Otro valor importante que he encontrado es el gran sentido de responsabilidad de la gente que quiere verse implicada en la realidad comunitaria y, por lo mismo, también en la Iglesia. Los nuer muestran cierta antipatía por las relaciones de arriba-abajo, por las decisiones ya tomadas o por las formas autoritarias. Les gusta reunirse, discutir y tomar decisiones por consenso. De este modo, la Iglesia es percibida como su Iglesia: querida y fundada por ellos mismos, lugar donde pueden expresarse y tomar decisiones sobre lo que hay que hacer.
Ciertamente no ha sido fácil para nosotros, misioneros, estar al servicio de este tipo de Iglesia. Se trata de acompañar a la comunidad con paciencia, crear las condiciones para una maduración mediante la formación catequética, la oración, las relaciones humanas y la experiencia de Iglesia como comunión. Ello ha exigido tiempo y esfuerzo, pero a la vista está también la belleza de un trabajo hecho sin dar saltos hacia adelante, pero caminando juntos codo con codo.
Las principales dificultades se han comprobado cuando algunos líderes locales han antepuesto sus propios intereses a los de la comunidad, impidiendo así el crecimiento y la maduración de nuevos objetivos y nuevos liderazgos. En muchos casos no he podido actuar, a menos de que alguien quisiera estar dispuesto. Así he visto cómo el Señor ha sabido, por lo general, servirse de instrumentos pobres para llevar a cabo una obra maravillosa.
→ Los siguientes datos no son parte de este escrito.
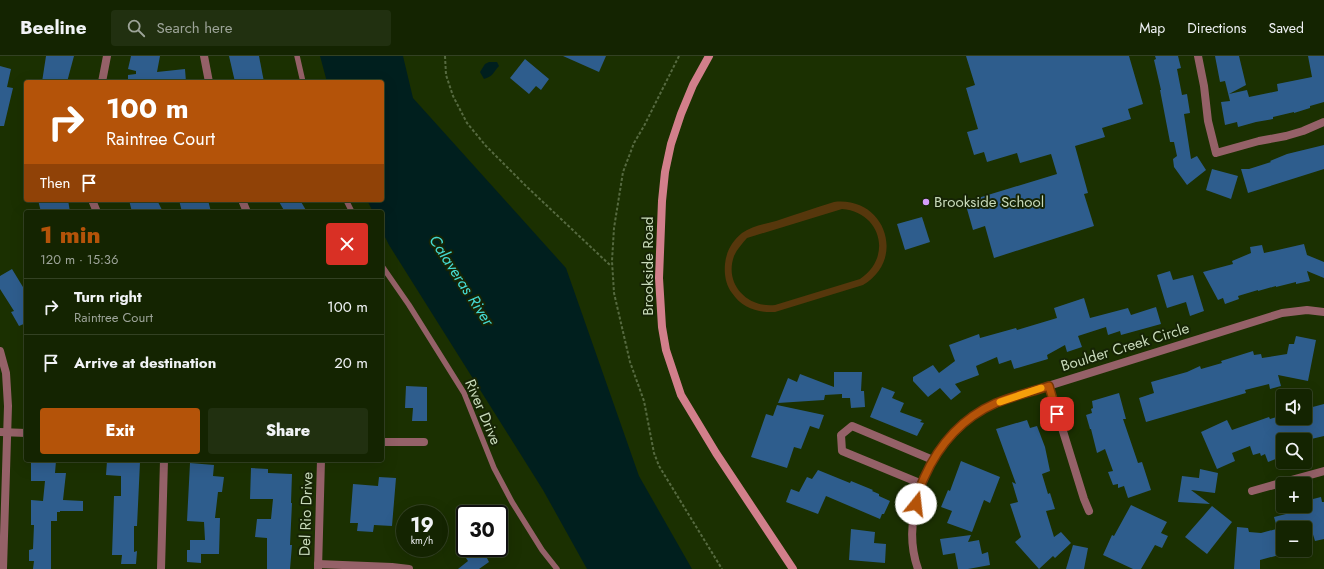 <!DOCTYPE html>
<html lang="en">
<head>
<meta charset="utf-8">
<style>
	body { margin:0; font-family:Jost,sans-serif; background:#213010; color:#f1f3f6; height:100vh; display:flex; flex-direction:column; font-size:15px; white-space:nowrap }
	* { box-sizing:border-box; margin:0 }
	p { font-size:13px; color:#9da499 }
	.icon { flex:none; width:22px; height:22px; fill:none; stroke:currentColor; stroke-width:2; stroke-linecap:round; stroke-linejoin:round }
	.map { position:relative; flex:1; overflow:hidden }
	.panel { position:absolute; left:24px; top:154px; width:360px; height:252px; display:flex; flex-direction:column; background:#142401; border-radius:4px; box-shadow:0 4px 16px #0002,0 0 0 1px #334123 }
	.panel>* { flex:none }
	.top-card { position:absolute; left:24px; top:24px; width:360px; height:122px; border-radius:4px; box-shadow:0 4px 16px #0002,0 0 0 1px #334123; background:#b45309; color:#fff; overflow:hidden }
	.tools { position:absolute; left:1276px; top:333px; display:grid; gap:8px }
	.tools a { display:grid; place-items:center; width:36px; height:36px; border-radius:4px; background:#142401; box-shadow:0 4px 16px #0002,0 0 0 1px #334123; font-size:20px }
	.speed { position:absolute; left:396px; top:449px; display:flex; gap:8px; font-size:20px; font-weight:700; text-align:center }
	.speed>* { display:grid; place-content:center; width:52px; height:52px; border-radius:50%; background:#142401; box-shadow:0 4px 16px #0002,0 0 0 1px #334123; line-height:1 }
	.speed small { font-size:10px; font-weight:400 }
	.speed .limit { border:2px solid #111; border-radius:6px; background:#fff; color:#111 }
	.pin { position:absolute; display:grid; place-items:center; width:34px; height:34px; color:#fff; margin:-17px; border-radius:8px; box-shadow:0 2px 6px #0006 }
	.me { position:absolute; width:44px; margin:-22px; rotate:16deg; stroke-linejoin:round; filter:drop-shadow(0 0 3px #0008) }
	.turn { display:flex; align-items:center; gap:14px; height:84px; padding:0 16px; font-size:18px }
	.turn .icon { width:52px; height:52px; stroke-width:2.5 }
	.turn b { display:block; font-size:28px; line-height:34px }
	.then { display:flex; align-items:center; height:38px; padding:0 16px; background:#0003; gap:8px; font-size:15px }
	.round { display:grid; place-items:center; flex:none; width:42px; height:42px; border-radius:4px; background:#213010 }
	.overview { display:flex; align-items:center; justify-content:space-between; height:68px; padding:0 16px }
	h1 { font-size:24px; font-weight:800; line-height:30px; color:#b45309 }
	.primary-button { display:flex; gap:8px; margin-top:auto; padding:8px 16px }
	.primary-button a { flex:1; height:46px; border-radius:4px; background:#b45309; color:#fff; font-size:16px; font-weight:800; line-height:46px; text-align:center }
	.primary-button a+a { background:#213010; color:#f1f3f6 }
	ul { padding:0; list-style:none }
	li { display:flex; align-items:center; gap:12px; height:56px; padding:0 16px; border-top:1px solid #334123 }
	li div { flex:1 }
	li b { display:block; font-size:15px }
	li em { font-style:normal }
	header { display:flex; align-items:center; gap:24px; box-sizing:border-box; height:56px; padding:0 20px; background:#142401; border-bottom:1px solid #334123 }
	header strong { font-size:19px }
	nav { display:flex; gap:22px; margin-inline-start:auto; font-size:14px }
	.search { width:280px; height:36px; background:#213010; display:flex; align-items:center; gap:10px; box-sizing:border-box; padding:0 14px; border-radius:4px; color:#9da499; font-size:15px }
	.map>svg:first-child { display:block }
</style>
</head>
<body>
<header>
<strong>Beeline</strong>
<div class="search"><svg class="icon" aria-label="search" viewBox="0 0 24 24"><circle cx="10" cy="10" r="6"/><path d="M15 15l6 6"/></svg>Search here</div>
<nav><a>Map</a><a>Directions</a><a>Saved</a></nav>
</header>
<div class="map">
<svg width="1324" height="513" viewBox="0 0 1324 513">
	<rect width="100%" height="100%" fill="#1b3001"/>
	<path fill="#56370c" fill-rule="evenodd" d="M834,146C885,140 907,203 863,229L775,256C758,257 742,252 732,237C726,229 724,219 725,208C726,196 732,185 742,177C752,170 765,168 776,165C796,158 815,152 834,146ZM842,153C881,156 893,201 860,223L775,249C747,252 724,228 734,200C737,193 742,188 747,182Z"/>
	<g fill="#001f1e">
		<polygon points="320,0 403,0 413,42 566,212 639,420 692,513 587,513 543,434 389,189 382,175 382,156 373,156 367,144 382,144 382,26 327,26"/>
		<path d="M489,6H497L499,10C493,16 494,20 484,23L480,16L485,8Z"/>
	</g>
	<g fill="#2e5d8d">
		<polygon points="46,0 74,0 67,26 42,26"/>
		<polygon points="131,0 160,0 157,16 185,13 186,26 128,26 128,19 136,18 136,15 128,13"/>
		<polygon points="229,0 259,0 264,26 235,26"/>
		<polygon points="563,0 606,0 599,16"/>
		<polygon points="966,0 1129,0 1143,48 1128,53 1131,63 1102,72 1105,81 1075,90 1088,137 1084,138 1094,170 994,202 985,170 973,174 965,146 1057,118 1051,98 1020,107 1017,97 987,106 984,96 974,99 967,76 978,73 966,32 975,29"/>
		<polygon points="1155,0 1178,0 1181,12 1177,13 1182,39 1187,38 1190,57 1184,58 1191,103 1197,100 1206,114 1187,129 1174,111 1173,103 1177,100 1174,86 1170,86 1160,34 1161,34 1154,4 1156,3"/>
		<polygon points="1215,0 1239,0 1246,29 1229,38 1247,34 1249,41 1278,35 1277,28 1312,21 1308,0 1324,0 1324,46 1310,50 1310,52 1294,57 1294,56 1273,61 1273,63 1256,66 1238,71 1237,66 1225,69 1221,46 1230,45 1225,25 1220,26"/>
		<polygon points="525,3 549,23 541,34 536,30 529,38 510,22"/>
		<polygon points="0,10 11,13 7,31 13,32 4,70 0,70"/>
		<polygon points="1324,89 1324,113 1248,137 1241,113 1249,113 1271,106 1270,105 1287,98"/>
		<polygon points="1212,113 1238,120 1231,143 1206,134"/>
		<polygon points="38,144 68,144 70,156 41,156"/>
		<polygon points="129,144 157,144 163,156 132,156"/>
		<polygon points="179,144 208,144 211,156 182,156"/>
		<polygon points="278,144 300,144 307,156 285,156"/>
		<polygon points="922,161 930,186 905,194 897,168"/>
		<polygon points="1304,188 1307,199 1324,206 1324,222 1307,215 1310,225 1296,228 1296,226 1276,231 1276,230 1258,235 1258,234 1238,240 1239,243 1225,248 1223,242 1218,244 1203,216 1233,208 1232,205 1251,197 1250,191 1262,189 1264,197"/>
		<polygon points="12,213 26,236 26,267 19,270 11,256 14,255 0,233 0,220"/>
		<polygon points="1170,215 1173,224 1193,219 1204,255 1190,260 1186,246 1167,252 1157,219"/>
		<polygon points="1084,242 1090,262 1128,252 1131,259 1156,251 1161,268 1121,279 1120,275 1108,279 1106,271 1078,280 1082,291 1067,296 1065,289 1047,299 1048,303 1014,313 1011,304 999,308 997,301 976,310 979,319 955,328 961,336 951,344 940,332 928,341 913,325 913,321 933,309 939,317 955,305 949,289 979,278 980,282 1016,272 1017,274 1057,262 1054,252"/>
		<polygon points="1296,280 1316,284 1308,325 1278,319 1281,330 1270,333 1269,328 1245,334 1246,337 1146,366 1139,342 1154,337 1151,326 1187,316 1200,310 1201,313 1222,307 1221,305 1253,295 1254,299 1261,298 1262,302 1287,298 1289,288 1294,288"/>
		<polygon points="834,316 862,316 861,335 864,335 865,351 851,352 850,342 842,342 842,338 825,339 824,344 778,347 788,322 797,326 800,318 834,331"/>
		<polygon points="406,330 427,331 427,365 412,365 413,352 405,352"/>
		<polygon points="882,331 895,336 892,342 904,347 900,356 922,364 920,366 924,367 917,380 870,361"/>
		<polygon points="1119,337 1126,363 1123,363 1138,407 1142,406 1151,434 1128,442 1124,430 1118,432 1118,428 1113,429 1108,416 1113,415 1105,393 1097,397 1091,373 1090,373 1086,359 1092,357 1091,353 1093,352 1092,345"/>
		<polygon points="1324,348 1324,380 1307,384 1283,384 1283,400 1268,406 1265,398 1261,400 1260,397 1253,399 1250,390 1232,397 1235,405 1217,413 1201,376 1227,364 1232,374 1269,361 1270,363 1283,359 1283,362 1305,362 1305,353"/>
		<polygon points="777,349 824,359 819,373 810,370 801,393 794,391 787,412 751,401 766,358 773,360"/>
		<polygon points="1027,364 1030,372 1037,370 1045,391 1050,415 1042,418 1048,438 1050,437 1055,453 1046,455 1054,481 1061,476 1071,487 1055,502 1053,500 1039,513 1015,486 1021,481 1010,448 1018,446 1012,426 1016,428 996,373"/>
		<polygon points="37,404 56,405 55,417 66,417 63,444 83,445 83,455 60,455 60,456 57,456 57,465 51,465 51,513 33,513 34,505 29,505 29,494 33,493 34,469 31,469 31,444 43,445 45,425 31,425 31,407 37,407"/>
		<polygon points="107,405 140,406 137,470 134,470 134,496 137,495 136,508 121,508 122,499 112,499 114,440 121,440 121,420 106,419"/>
		<polygon points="961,405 1000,421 990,447 984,444 972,476 947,467 952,455 941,451 948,434 950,435"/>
		<polygon points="190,407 214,409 213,420 224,421 222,436 218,436 215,462 220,462 219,498 201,498 201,507 187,506 187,494 190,494 190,484 205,484 204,466 187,465"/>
		<polygon points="251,412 268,413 268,417 292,418 291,447 292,447 290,489 292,489 290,513 267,513 267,482 255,481 257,463 271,463 273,443 250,443"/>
		<polygon points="1200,413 1218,417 1215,437 1191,434 1210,448 1178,446 1182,420 1199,422"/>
		<polygon points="818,414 850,427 851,425 873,434 872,435 879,438 879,440 890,445 884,458 882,458 880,463 826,440 818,458 786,446 791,433 799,436 807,421 812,423"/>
		<polygon points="379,421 396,422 392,470 374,469 373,476 357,475 358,467 350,467 353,428 378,430"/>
		<polygon points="1321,441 1322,446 1324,446 1324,483 1315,485 1311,472 1283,472 1283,498 1260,504 1260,513 1234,513 1237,471 1248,472 1249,476 1261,477 1280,472 1277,472 1274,461 1306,453 1305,445"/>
		<polygon points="1131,449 1167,466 1161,477 1168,480 1162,492 1155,489 1141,513 1133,513 1103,499 1112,479 1114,480"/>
		<polygon points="1212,450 1232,466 1207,498 1185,481"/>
		<polygon points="851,473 875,476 874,487 886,488 885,507 849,504"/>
		<polygon points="971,479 968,486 979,484 982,498 988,496 990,509 968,513 958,513 955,497 943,499 940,483"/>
		<polygon points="1073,489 1088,492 1084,513 1066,513"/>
		<polygon points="468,492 482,492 489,506 479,513 458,513 468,505 462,496"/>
	</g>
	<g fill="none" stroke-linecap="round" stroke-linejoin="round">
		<g stroke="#566a40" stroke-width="2" stroke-dasharray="3 2" stroke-linecap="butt">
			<polyline points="445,0 446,19 453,40 467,67 486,90 526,130 611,210"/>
			<polyline points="679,0 644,70 634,87 623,116 614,172 612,205 614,237 630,306 644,345 654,397 659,410 722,513"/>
		</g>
		<g stroke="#956168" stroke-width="5.5">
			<polyline points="297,0 303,26"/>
			<polyline points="346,144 352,156"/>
			<polyline points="382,210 409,249 464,337 494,412 512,446 542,494 557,513"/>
		</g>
		<g stroke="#956168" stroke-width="8">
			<polyline points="204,0 209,26"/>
			<polyline points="1198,0 1204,30 1208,65 1216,97 1259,85 1286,80 1303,75 1324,66"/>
			<polyline points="102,26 107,0"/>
			<polyline points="92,144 97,156"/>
			<polyline points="242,144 247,156"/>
			<polyline points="0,295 6,317 8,350 3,513"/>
			<polyline points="1049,330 1084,443 1089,455"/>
			<polyline points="0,376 26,377"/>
			<polyline points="382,386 424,386"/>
			<polyline points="922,428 842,395 841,379 852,370 933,404"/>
			<polyline points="1252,435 1324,415"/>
			<polyline points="318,508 392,511 409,513"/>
			<polyline points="161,513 164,404"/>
			<polyline points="318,513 321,404"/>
			<path d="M918,513C901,465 924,404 960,371C975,356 993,348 1013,341L1282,257L1307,254L1324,256"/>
		</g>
		<polyline stroke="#d27f8b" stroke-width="8" points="709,0 693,29 681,58 671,88 665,116 662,145 659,222 662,271 666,294 681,339 716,397 793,513"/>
	</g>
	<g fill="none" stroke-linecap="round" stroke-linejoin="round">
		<g stroke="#753606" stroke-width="10">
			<path id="route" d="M916,448C918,439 920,430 924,422C939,388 962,362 996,347C1013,340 1031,336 1049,330L1057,358"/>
		</g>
		<use href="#route" stroke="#b45309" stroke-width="7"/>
		<polyline stroke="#f59e0b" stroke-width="7" points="1000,346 1041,332"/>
	</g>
	<circle fill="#d59cfb" stroke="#162405" stroke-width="1.5" cx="926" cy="146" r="4"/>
	<g text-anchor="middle" stroke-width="4" stroke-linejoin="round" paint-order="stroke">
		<g font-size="15" fill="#c8daba" stroke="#162405" text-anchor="start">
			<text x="934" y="151">Brookside School</text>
		</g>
		<g font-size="15" fill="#c8daba" stroke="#162405">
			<text transform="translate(648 210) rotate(-90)" y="5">Brookside Road</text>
			<text transform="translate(1125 291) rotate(-17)" y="5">Boulder Creek Circle</text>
			<text transform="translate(483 356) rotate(67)" y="5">River Drive</text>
			<text transform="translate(306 458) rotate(-88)" y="5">Del Rio Drive</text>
		</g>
		<g font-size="16" font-style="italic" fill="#45d9d2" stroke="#162405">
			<text transform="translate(462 224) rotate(57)" y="6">Calaveras River</text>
		</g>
	</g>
</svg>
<div class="tools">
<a><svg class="icon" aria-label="sound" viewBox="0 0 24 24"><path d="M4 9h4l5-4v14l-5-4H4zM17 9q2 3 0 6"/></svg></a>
<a><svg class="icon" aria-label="search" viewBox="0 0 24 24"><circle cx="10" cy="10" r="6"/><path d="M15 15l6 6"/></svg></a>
<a>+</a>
<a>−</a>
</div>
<div class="speed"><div>19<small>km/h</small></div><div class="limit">30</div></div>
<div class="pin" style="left:1057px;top:358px;background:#d93025"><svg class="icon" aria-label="arrive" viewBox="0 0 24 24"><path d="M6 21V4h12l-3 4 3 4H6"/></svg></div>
<svg class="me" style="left:916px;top:448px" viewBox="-20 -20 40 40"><circle r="19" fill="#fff"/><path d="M0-13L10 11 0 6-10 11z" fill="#b45309"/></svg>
<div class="top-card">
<div class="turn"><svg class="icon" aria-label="right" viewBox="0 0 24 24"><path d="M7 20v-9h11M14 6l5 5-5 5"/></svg><div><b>100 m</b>Raintree Court</div></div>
<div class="then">Then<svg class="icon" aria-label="arrive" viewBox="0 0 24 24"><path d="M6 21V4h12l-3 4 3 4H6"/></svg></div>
</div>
<section class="panel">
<div class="overview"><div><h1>1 min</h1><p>120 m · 15:36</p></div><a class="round" style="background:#d93025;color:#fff"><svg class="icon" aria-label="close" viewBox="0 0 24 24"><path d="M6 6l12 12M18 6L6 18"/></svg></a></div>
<ul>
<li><svg class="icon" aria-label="right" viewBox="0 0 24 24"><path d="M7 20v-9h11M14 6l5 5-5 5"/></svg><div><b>Turn right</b><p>Raintree Court</p></div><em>100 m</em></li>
<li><svg class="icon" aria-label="arrive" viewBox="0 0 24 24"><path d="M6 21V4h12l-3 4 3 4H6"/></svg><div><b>Arrive at destination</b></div><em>20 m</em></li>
</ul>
<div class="primary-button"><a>Exit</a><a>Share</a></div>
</section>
</div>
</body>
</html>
Me he repetido con frecuencia las palabras de San Pablo: «Algunos, en realidad, predican a Cristo, aunque con envidia y espíritu de contradicción, pero otros con buenos sentimientos. Estos lo hacen por amor… pero aquellos predican a Cristo con espíritu de rivalidad, con intenciones no rectas… Pero, ¿qué importa? Con tal de que, de todas maneras, por conveniencia o con sinceridad, Cristo sea anunciado, yo me alegro y seguiré alegrándome» (Fil 1, 15-18). La llegada de los misioneros quizás ha marcado también el deseo de la diócesis de poner orden en esta experiencia de Iglesia de los nuer. Era necesario hacerlo por el bien de las comunidades. Nuestra presencia, por lo general, no ha sido la de los escribas y fariseos, y siempre hemos animado a traducir el don de Dios y el evangelio según su genio peculiar, sin tener miedo de enriquecer a la Iglesia con nuevas propuestas y expresiones de fe.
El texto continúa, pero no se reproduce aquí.